A complete Python package to predict loan default risk using a Decision Tree model. This project is built from a Kaggle notebook and has been structured as a robust, installable package published on PyPI.
This project provides a full pipeline for a machine learning task, including data loading, preprocessing, model training, and evaluation. It is designed to be both a ready-to-use tool and a clear example of how to convert a data science notebook into a distributable software package following modern best practices like src-layout and pyproject.toml configuration.
- Data Preprocessing: Handles missing values, encodes categorical features, and scales numerical data.

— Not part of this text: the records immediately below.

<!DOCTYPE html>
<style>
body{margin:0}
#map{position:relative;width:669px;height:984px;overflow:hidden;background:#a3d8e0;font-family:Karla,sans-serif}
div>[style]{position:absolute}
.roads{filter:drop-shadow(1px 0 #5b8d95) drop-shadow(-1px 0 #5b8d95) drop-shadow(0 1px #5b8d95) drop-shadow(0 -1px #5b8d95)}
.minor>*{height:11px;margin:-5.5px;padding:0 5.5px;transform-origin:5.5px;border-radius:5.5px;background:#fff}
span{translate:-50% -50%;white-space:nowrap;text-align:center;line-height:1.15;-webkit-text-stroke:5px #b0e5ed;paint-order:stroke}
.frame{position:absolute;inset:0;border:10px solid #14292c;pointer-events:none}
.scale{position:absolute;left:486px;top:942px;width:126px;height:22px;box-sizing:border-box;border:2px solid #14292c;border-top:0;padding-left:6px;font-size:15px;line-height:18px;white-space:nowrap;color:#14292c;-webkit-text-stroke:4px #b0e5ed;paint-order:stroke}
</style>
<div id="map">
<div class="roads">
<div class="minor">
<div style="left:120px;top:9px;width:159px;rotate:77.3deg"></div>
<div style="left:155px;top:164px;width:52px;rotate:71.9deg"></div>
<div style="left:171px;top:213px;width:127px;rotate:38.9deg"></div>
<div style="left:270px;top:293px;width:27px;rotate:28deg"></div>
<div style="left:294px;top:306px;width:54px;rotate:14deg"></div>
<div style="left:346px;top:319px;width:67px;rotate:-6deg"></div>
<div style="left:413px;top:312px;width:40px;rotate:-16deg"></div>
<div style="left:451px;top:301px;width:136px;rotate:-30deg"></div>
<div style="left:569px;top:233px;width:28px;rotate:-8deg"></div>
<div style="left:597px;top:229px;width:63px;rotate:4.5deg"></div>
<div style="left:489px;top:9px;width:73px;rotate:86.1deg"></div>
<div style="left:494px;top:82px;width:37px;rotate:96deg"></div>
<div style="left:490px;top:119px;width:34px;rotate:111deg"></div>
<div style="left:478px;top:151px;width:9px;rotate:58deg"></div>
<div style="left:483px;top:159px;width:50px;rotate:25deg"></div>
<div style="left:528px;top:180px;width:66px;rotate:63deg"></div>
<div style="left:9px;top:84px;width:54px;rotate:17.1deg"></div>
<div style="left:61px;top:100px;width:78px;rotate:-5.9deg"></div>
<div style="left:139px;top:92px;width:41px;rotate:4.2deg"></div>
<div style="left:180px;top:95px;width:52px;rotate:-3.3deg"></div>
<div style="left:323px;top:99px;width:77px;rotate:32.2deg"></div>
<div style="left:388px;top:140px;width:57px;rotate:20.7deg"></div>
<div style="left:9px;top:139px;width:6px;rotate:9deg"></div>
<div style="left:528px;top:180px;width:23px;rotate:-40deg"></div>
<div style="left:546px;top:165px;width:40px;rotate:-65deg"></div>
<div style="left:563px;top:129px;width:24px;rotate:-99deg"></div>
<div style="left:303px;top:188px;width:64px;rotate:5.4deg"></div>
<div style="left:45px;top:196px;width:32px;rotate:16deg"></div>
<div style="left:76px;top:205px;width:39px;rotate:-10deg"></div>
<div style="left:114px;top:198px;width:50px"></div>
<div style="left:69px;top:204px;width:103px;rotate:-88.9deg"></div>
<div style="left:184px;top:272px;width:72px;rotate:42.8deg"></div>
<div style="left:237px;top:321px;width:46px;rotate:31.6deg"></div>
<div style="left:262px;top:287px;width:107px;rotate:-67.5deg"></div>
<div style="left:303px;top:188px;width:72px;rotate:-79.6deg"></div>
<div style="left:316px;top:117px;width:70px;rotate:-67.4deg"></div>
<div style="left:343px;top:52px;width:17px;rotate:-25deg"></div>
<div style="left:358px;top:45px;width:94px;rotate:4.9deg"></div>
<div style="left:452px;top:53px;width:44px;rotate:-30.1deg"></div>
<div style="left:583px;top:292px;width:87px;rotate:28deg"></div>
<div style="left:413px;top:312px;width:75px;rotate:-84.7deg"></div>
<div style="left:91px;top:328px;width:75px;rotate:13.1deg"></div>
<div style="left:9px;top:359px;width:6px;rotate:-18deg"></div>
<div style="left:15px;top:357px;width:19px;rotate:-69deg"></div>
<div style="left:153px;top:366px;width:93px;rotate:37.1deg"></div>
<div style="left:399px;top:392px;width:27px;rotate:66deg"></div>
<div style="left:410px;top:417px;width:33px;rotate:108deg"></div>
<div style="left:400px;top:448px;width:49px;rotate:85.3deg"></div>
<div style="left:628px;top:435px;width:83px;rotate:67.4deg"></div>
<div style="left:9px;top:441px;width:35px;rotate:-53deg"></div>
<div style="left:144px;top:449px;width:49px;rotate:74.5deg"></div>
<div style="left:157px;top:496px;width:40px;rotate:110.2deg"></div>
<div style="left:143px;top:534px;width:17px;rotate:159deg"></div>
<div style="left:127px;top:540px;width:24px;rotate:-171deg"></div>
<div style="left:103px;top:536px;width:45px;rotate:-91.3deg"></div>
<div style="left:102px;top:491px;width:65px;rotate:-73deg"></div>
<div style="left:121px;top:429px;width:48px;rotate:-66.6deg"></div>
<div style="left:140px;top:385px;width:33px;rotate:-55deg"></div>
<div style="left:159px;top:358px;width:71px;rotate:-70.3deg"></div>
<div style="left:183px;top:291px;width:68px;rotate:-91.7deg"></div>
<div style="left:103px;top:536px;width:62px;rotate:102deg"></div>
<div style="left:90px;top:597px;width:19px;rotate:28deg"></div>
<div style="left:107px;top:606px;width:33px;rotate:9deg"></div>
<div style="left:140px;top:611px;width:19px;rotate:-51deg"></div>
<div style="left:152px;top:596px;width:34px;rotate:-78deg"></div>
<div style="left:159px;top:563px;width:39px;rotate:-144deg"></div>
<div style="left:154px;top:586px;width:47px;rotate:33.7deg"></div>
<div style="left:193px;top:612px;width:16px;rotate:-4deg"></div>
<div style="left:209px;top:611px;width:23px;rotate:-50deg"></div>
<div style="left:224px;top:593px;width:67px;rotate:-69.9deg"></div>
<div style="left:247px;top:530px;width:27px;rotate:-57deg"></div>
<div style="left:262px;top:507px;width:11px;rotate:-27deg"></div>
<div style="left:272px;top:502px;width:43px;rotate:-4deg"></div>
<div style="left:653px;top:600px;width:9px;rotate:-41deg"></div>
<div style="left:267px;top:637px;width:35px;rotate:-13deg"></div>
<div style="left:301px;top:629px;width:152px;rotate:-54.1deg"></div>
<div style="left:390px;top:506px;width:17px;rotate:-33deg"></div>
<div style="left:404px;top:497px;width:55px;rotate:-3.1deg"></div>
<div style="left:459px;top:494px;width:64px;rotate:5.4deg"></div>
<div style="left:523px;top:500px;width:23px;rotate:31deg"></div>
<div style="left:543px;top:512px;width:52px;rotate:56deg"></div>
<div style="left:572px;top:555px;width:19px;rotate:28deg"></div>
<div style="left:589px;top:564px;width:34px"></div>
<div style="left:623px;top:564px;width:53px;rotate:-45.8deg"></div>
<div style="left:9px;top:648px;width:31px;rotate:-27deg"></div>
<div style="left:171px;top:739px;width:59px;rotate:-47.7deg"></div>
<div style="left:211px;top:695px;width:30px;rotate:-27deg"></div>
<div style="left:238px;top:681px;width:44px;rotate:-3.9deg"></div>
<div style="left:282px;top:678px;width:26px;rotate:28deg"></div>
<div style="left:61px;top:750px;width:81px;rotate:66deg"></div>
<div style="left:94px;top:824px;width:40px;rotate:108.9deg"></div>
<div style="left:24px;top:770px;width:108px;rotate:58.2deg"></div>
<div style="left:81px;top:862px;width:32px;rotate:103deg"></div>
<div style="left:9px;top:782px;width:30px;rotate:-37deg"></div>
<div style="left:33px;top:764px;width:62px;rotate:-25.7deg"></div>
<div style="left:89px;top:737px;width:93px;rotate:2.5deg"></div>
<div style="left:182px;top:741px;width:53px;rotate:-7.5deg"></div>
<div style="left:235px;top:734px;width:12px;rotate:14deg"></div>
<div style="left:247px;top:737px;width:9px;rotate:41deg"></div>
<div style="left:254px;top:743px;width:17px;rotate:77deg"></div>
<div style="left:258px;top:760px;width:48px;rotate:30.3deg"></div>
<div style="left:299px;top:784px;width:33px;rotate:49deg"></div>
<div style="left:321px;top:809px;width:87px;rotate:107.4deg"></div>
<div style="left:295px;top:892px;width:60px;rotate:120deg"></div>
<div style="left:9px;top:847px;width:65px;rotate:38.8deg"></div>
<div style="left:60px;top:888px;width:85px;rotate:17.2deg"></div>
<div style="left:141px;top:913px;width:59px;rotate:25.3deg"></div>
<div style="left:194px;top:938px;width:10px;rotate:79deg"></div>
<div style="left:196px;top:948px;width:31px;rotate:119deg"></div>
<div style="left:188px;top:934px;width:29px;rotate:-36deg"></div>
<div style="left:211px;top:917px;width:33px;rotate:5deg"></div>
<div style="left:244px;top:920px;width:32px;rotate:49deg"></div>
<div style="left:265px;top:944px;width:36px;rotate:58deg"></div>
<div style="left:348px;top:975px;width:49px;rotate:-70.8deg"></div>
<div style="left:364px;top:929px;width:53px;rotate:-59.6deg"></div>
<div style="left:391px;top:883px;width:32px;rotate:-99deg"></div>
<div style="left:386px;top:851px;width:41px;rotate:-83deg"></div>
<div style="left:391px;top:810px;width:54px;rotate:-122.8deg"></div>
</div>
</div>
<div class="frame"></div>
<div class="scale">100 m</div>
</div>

- Model Training: Implements a
DecisionTreeClassifierfrom scikit-learn. - Packaged for Distribution: Published on PyPI and installable with a single
pipcommand. - Modular Code: Logic is separated into modules for data handling and model training.
- Command-Line & Library Usage: Can be run directly from the terminal or imported into other Python projects.
- Python 3.7+
- Pandas: For data manipulation and loading.
- Scikit-learn: For data preprocessing and machine learning modeling.
- Numpy: For numerical operations.
- Setuptools & Build: For packaging and distribution.
- GitHub Actions: For Continuous Integration and automated publishing to PyPI.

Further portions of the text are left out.